## Task directions
Repeat exactly the lines beginning at the one that contains "Input: one rendered" and running to the end of the material. Omit the pictures.

## Given data
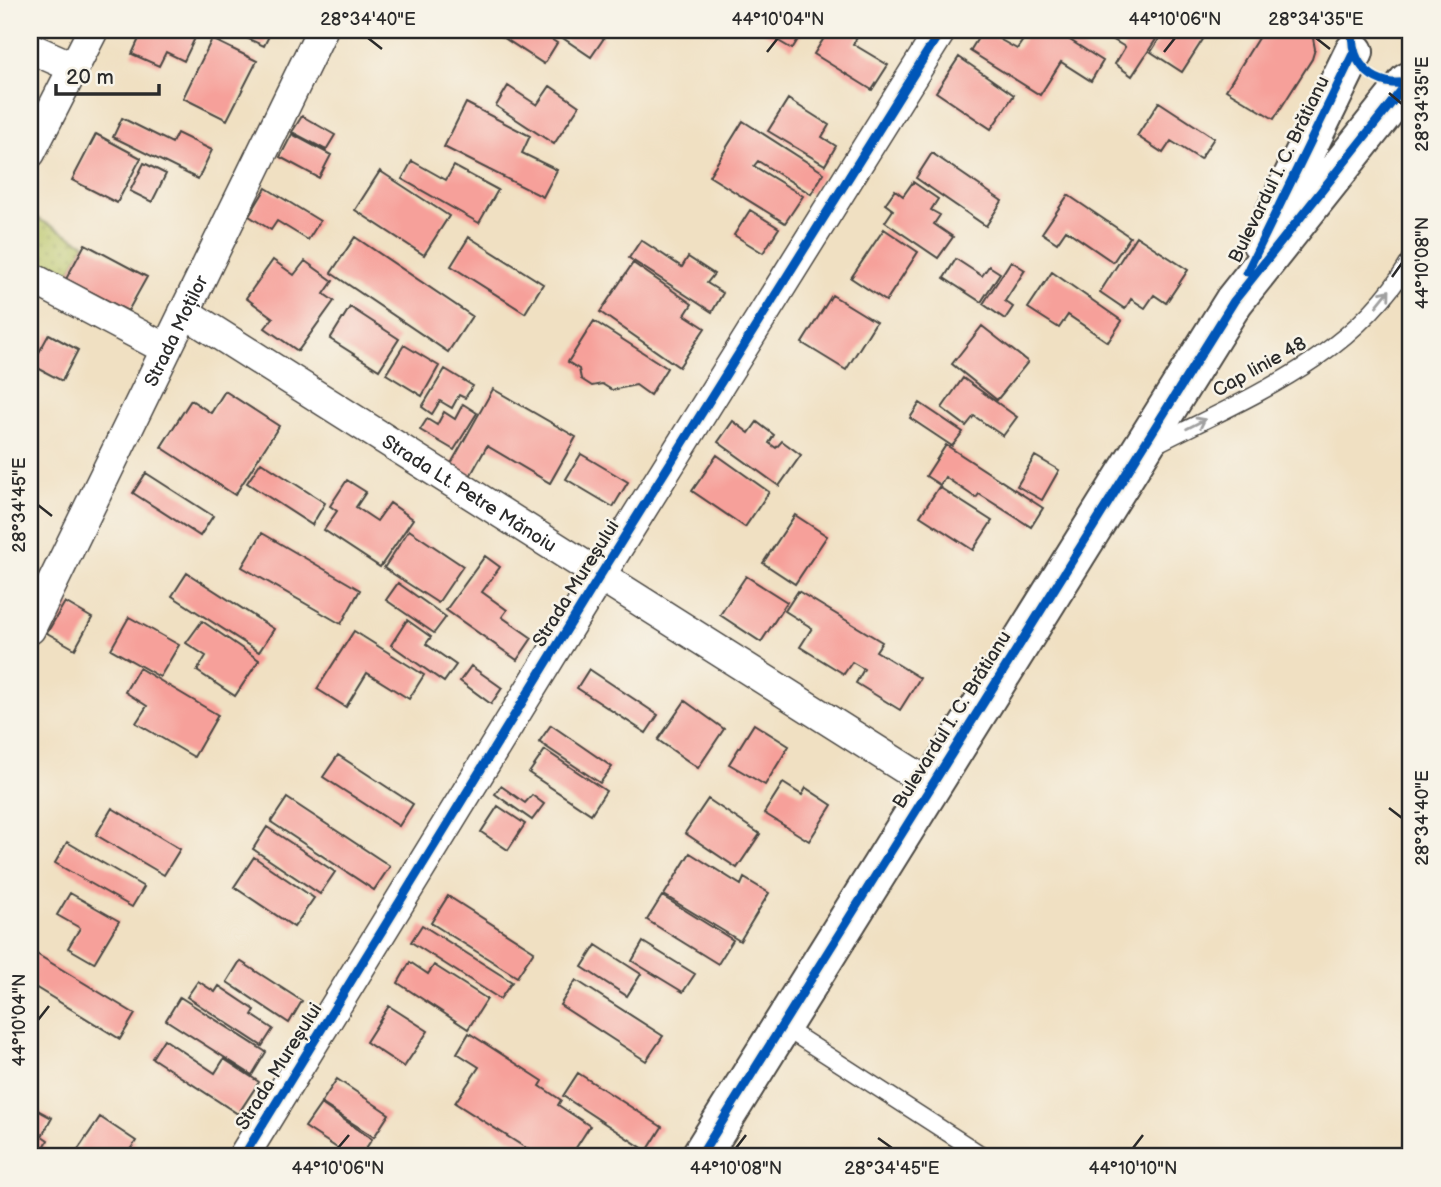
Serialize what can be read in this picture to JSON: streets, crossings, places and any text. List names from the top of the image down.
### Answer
{
  "streets": {
    "main road": ["Bulevardul I. C. Brătianu"],
    "street": ["Strada Moților", "Strada Lt. Petre Mănoiu", "Strada Mureșului"],
    "lane": ["Cap linie 48"]
  },
  "crossings": [
    ["Bulevardul I. C. Brătianu", "Cap linie 48"],
    ["Bulevardul I. C. Brătianu", "Strada Lt. Petre Mănoiu"],
    ["Strada Moților", "Strada Lt. Petre Mănoiu"],
    ["Strada Lt. Petre Mănoiu", "Strada Mureșului"]
  ],
  "one_way": ["Cap linie 48"],
  "scale_bar": "20 m",
  "coordinates": [
    "28°34'40\"E",
    "44°10'04\"N",
    "44°10'06\"N",
    "28°34'35\"E",
    "44°10'08\"N",
    "28°34'45\"E",
    "44°10'10\"N"
  ]
}
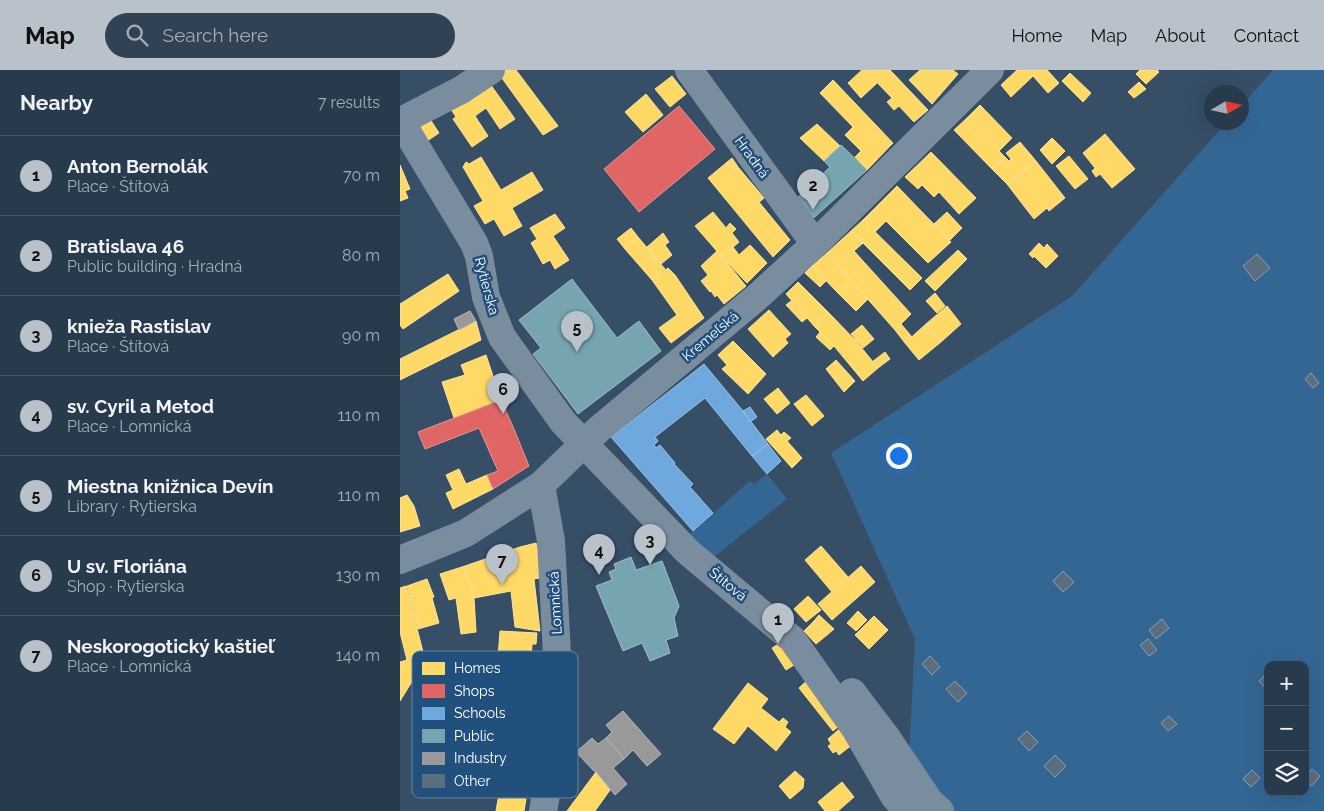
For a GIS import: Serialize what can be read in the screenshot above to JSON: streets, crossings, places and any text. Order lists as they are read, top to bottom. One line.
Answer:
{"streets":{"street":["Hradná","Rytierska","Kremeľská","Štítová","Lomnická"]},"crossings":[["Hradná","Kremeľská"],["Rytierska","Kremeľská"],["Rytierska","Štítová"],["Kremeľská","Štítová"],["Kremeľská","Lomnická"]],"legend":["Homes","Shops","Schools","Public","Industry","Other"],"north":"right","page":{"header":"Map","search":"Search here","nav":["Home","Map","About","Contact"],"heading":["Nearby","7 results"],"list":[{"mark":"1","name":"Anton Bernolák","note":"Place · Štítová","value":"70 m"},{"mark":"2","name":"Bratislava 46","note":"Public building · Hradná","value":"80 m"},{"mark":"3","name":"knieža Rastislav","note":"Place · Štítová","value":"90 m"},{"mark":"4","name":"sv. Cyril a Metod","note":"Place · Lomnická","value":"110 m"},{"mark":"5","name":"Miestna knižnica Devín","note":"Library · Rytierska","value":"110 m"},{"mark":"6","name":"U sv. Floriána","note":"Shop · Rytierska","value":"130 m"},{"mark":"7","name":"Neskorogotický kaštieľ","note":"Place · Lomnická","value":"140 m"}],"pins":["2","5","6","3","4","7","1"],"map_buttons":["+","−"]}}
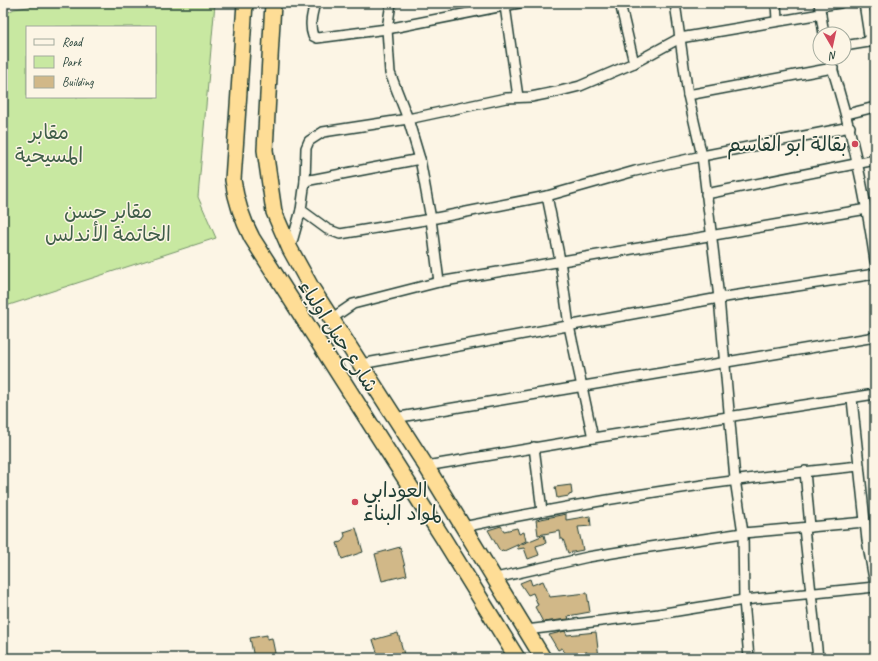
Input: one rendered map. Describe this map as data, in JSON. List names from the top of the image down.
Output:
{
  "streets": {
    "highway": ["شارع جبل اولياء"]
  },
  "parks": ["مقابر المسيحية", "مقابر حسن الخاتمة الأندلس"],
  "places": ["بقالة ابو القاسم", "العودابي لمواد البناء"],
  "legend": ["Road", "Park", "Building"],
  "north": "bottom"
}
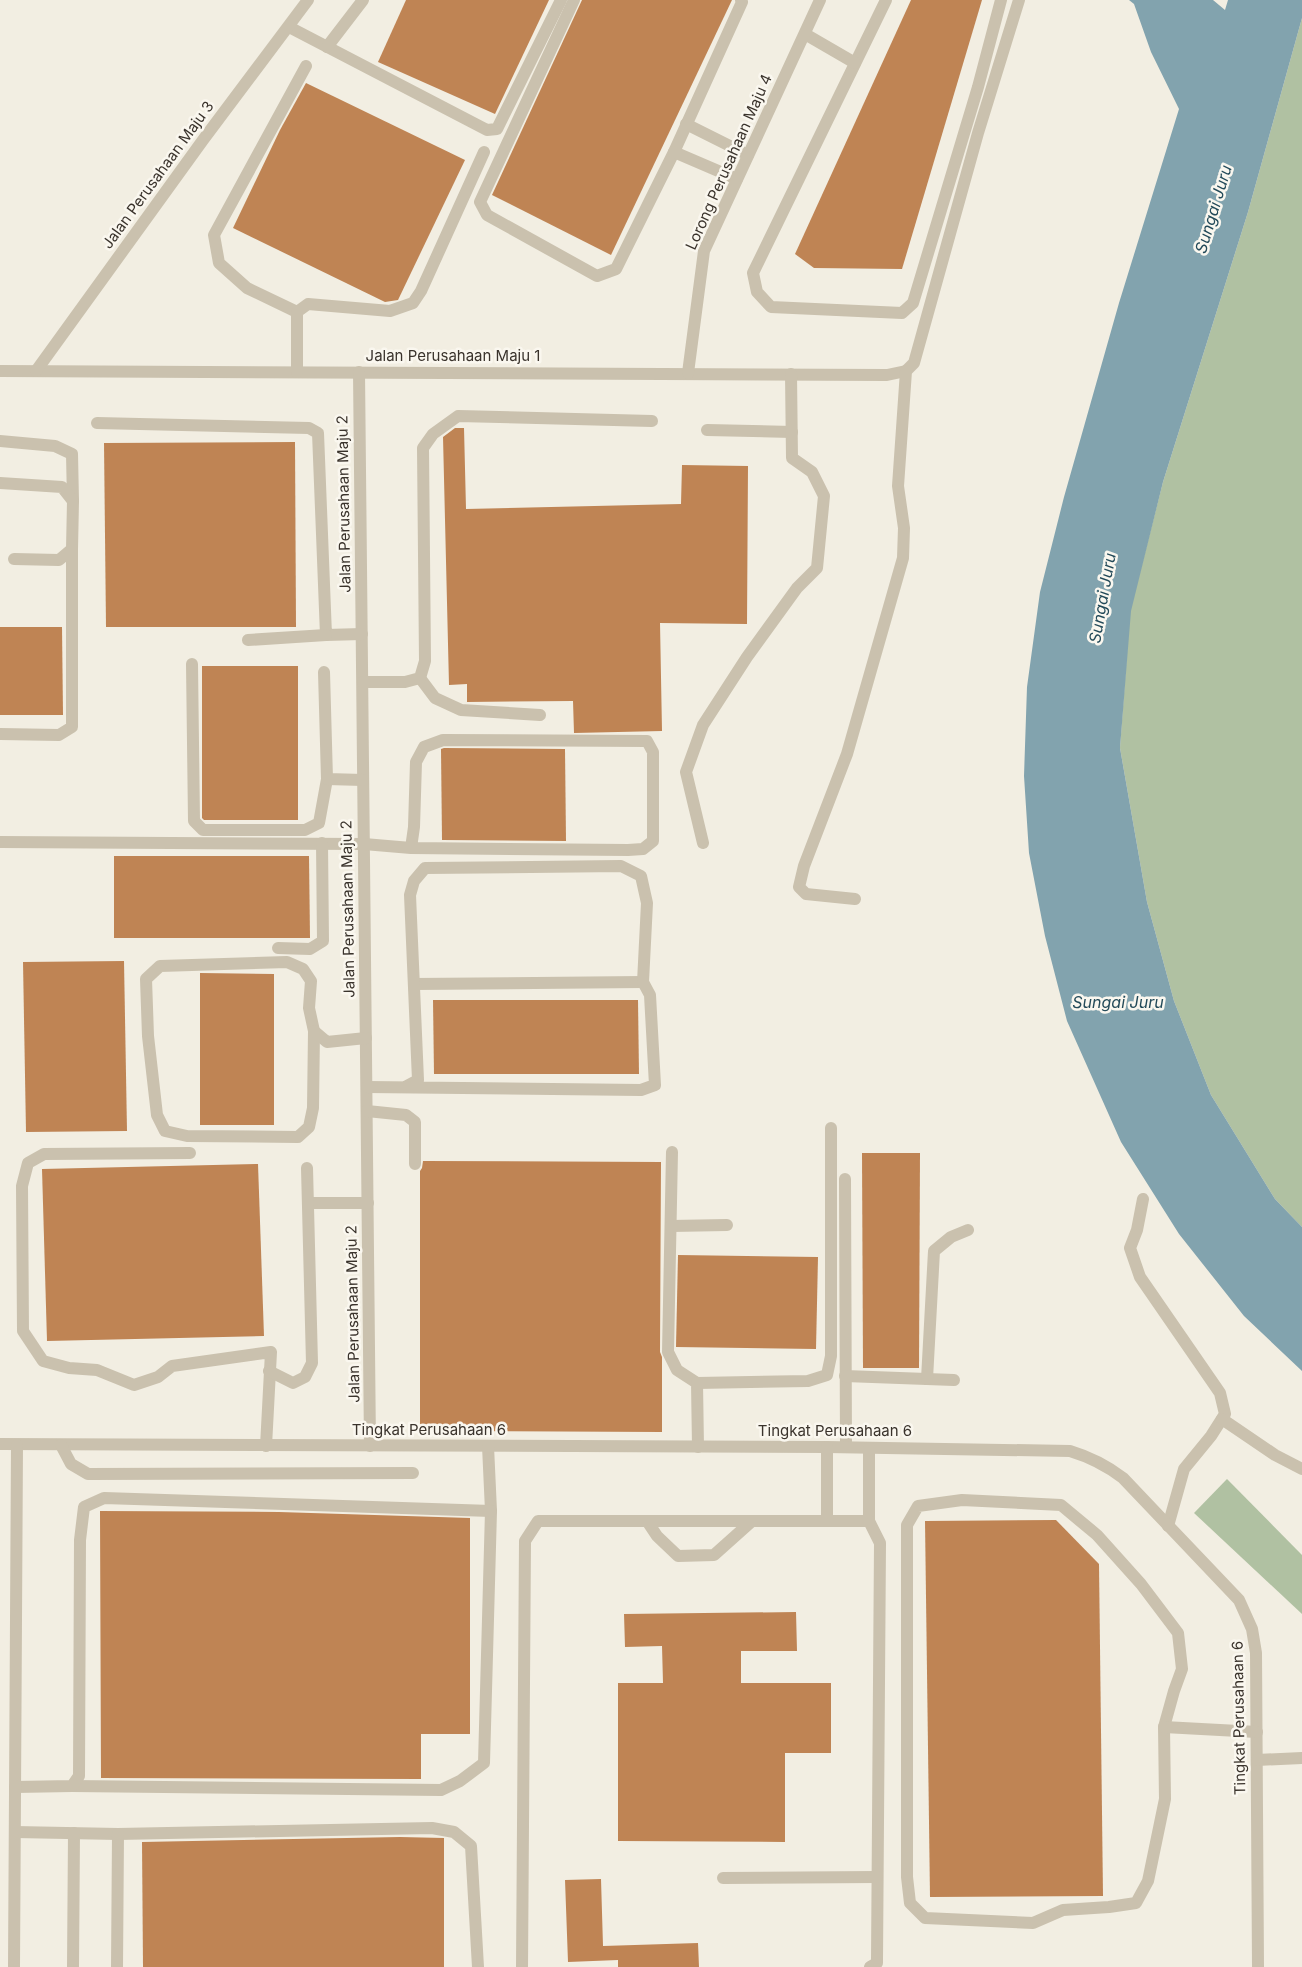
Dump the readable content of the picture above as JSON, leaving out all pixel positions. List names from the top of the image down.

## Exercise result
Input: one rendered map. Describe this map as data, in JSON. List names from the top of the image down.
Output:
{
  "streets": {
    "highway": ["شارع جبل اولياء"]
  },
  "parks": ["مقابر المسيحية", "مقابر حسن الخاتمة الأندلس"],
  "places": ["بقالة ابو القاسم", "العودابي لمواد البناء"],
  "legend": ["Road", "Park", "Building"],
  "north": "bottom"
}
Dump the readable content of the picture above as JSON, leaving out all pixel positions. List names from the top of the image down.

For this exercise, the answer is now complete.